The WebMD article said most adults are never identified with or treated for ADHD, so the numbers could be far greater. The U.S. could have the equivalent of entire cities of people whose contributions are ignored without being drugged or talked into behaving like the rest of society.

That might seem like a harsh critique of the psychiatric industry. As Dr. Goldberg said during my interview with him, medication seems to work well for many college students struggling with ADHD or other organizational issues. And regular therapy sessions have helped mold troubled young adults like myself into productive members of the professional world.

But there are those of us who just don’t fit in well to a world structured by the type-A personalities, with rigid time frames and deadlines. There must be a way that we can emerge from the crevices of our subculture of scattered brains without having to sacrifice the eccentricities that make us who we are.

The Icarus Project’s methods might be that way.

According to the mission statement on its national website, the Icarus Project is a network of people with psychological conditions who believe that their experiences should be recognized for their potential benefits — called “mad gifts” — rather than dismissed outright as disorders. The group calls itself a radical mental health support network, and it seeks to examine the social causes of depression and other mental disorders.

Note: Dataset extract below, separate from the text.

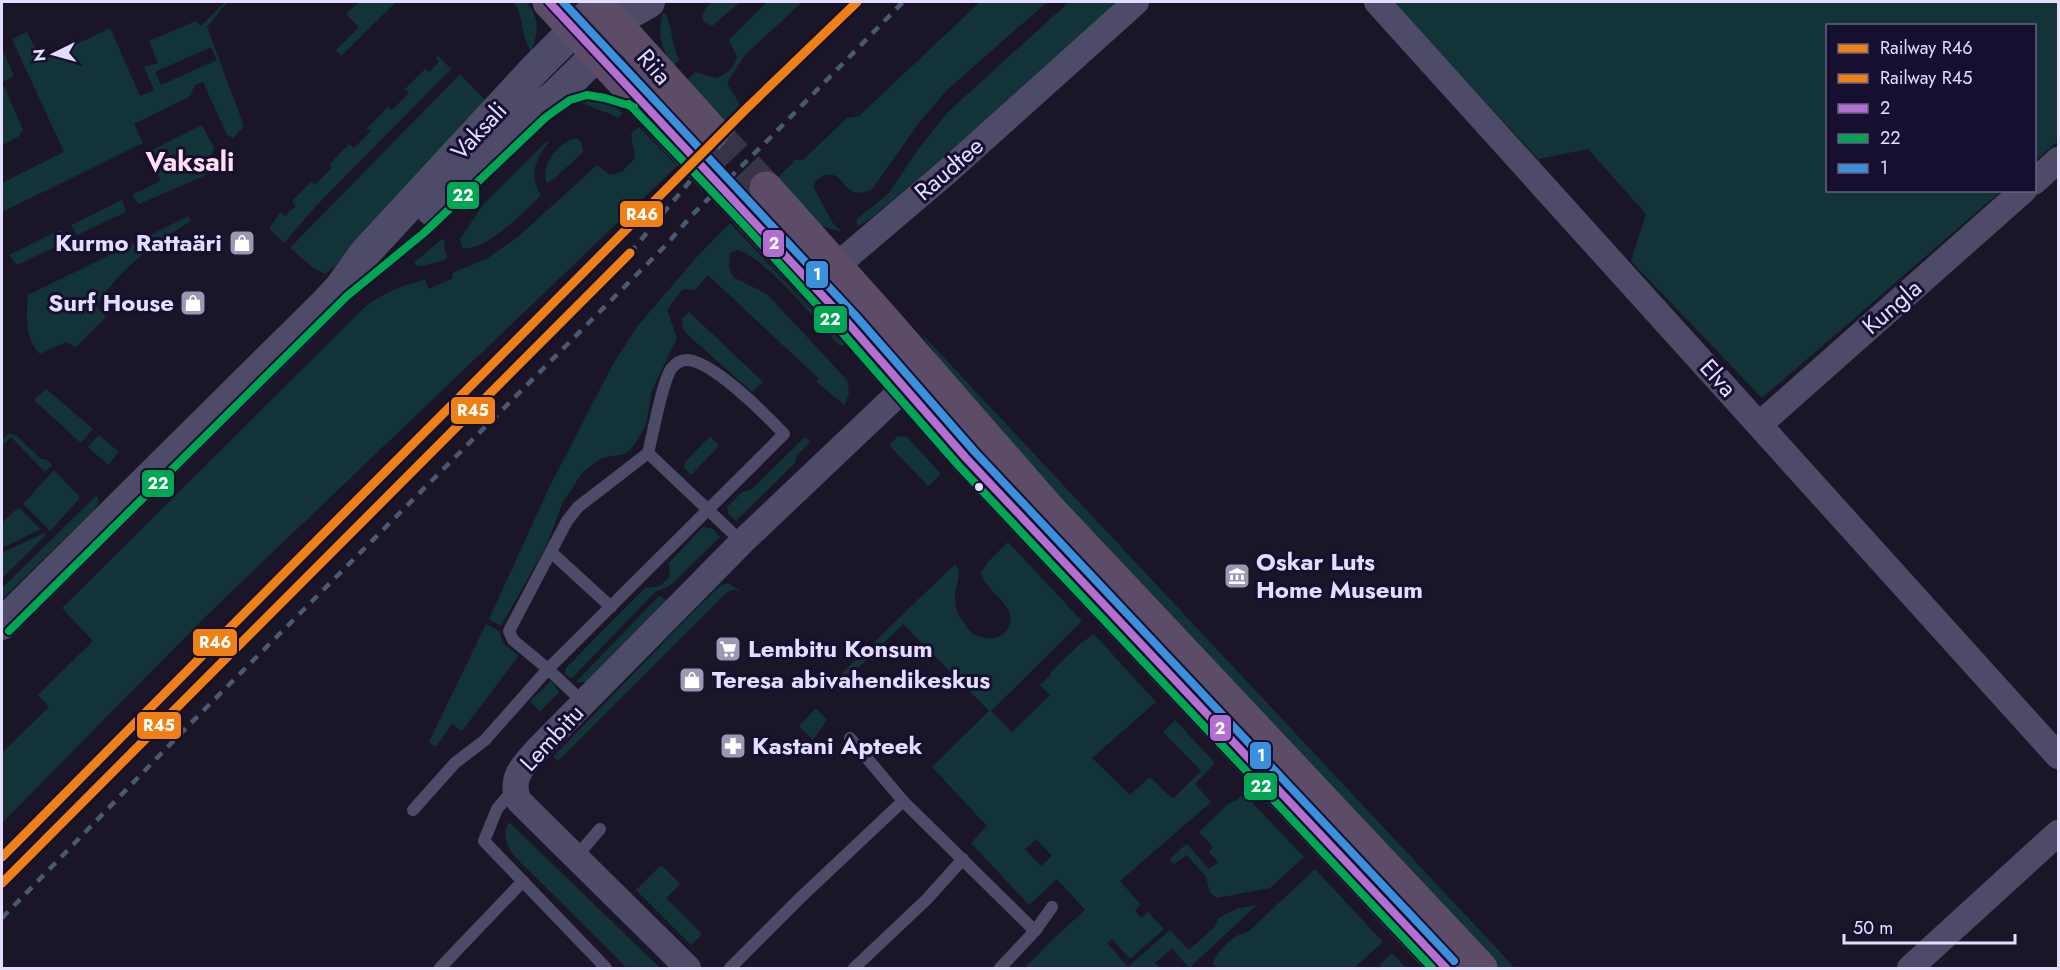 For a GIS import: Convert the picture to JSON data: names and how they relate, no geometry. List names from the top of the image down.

Rusty Poulette’s reasons why he helped to start Gainesville’s Icarus chapter are as practical as they are political. The Gainesville chapter believes that psychotherapy should be more focused on social analysis like the teachings of Sigmund Freud, but its members don’t exclude people who use medication or traditional therapy.

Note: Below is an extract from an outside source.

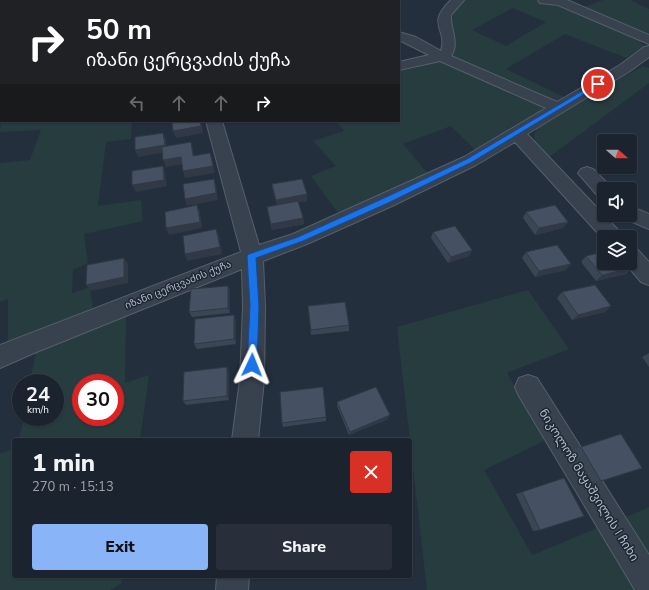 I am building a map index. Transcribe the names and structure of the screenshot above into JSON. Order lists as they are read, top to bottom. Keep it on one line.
{"streets":{"street":["იზანი ცერცვაძის ქუჩა","ნიკოლოზ მაყაშვილის I ჩიხი"]},"north":"right","page":{"turn":["50 m","იზანი ცერცვაძის ქუჩა"],"speed":"24 km/h","limit":"30","heading":["1 min","270 m · 15:13"],"buttons":["Exit","Share"]}} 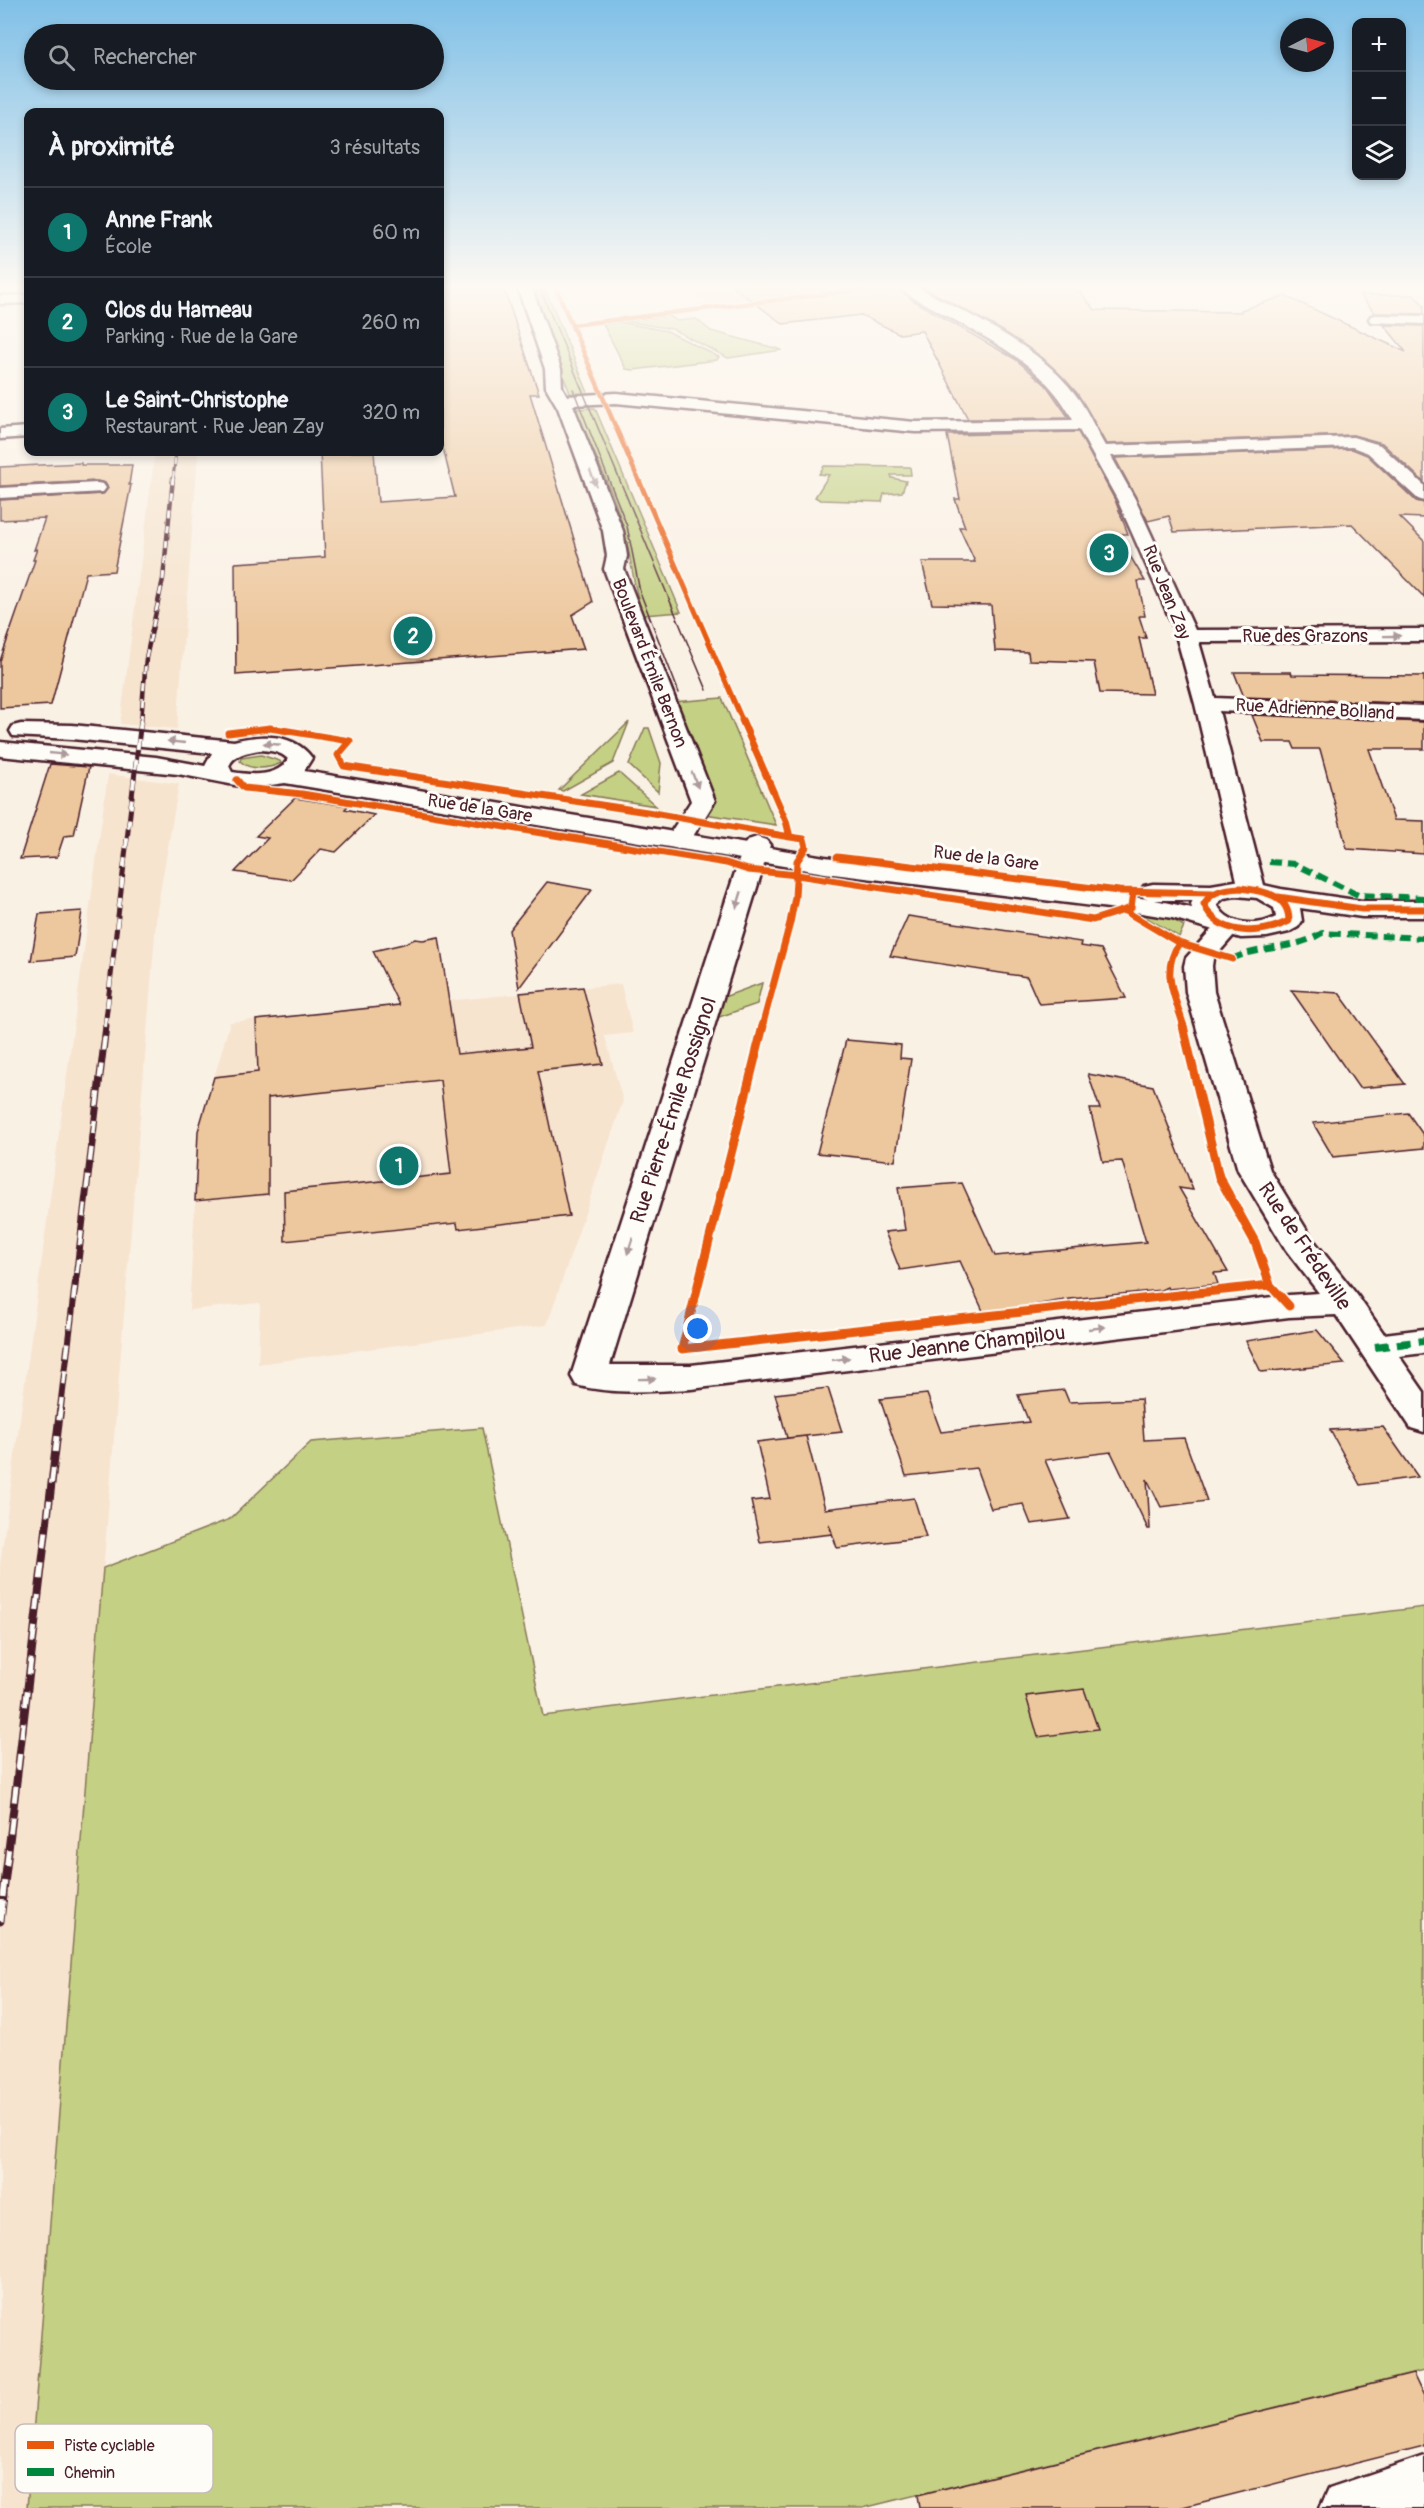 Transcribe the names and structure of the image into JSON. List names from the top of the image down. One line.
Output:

“The reason that we exist is to be that space for people who have had bad experiences in going to psychologists and psychiatrists, and haven’t been heard,” Poulette said.

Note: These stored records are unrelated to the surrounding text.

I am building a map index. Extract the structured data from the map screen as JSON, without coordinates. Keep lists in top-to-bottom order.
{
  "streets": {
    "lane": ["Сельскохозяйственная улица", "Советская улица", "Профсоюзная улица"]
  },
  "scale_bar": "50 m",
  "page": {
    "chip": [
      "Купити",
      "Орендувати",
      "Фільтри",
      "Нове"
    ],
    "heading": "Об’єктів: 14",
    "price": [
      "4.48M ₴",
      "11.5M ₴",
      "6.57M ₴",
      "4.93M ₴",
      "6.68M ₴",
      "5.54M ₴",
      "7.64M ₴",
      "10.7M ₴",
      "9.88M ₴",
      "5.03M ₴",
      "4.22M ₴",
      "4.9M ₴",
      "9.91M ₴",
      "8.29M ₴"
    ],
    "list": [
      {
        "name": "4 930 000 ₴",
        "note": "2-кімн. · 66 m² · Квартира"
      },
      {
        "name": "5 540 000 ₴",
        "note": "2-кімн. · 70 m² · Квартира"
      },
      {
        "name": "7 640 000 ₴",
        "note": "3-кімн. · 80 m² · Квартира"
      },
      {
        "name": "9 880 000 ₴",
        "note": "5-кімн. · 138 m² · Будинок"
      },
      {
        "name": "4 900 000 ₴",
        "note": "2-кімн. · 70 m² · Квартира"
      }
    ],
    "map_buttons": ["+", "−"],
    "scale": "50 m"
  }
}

Poulette said the Icarus Project organizes based on consensus, or universal agreement from all members. There is no rigid, centralized structure, and all members take turns at sharing their experiences.

For the members of Gainesville’s Icarus Project, what’s most important is building a community, one that incorporates the contributions of people who were previously cast out by society as dysfunctional. It’s that type of grassroots approach that the psychological industry needs if it is to truly shape the erratic, the scatter-brained and the disorganized into prominent citizens.

After all, it is precisely these eccentrics who make up most of modern society’s movers and shakers. From scientists to poets to painters to journalists, American society is filled to the brim with dysfunctional people who, given the opportunity to participate in their own way, put their ingredients into our cultural soup to make the dish taste better.

As I leave the academic world for the adult one, I would like to think that such tolerance is the grown-up approach.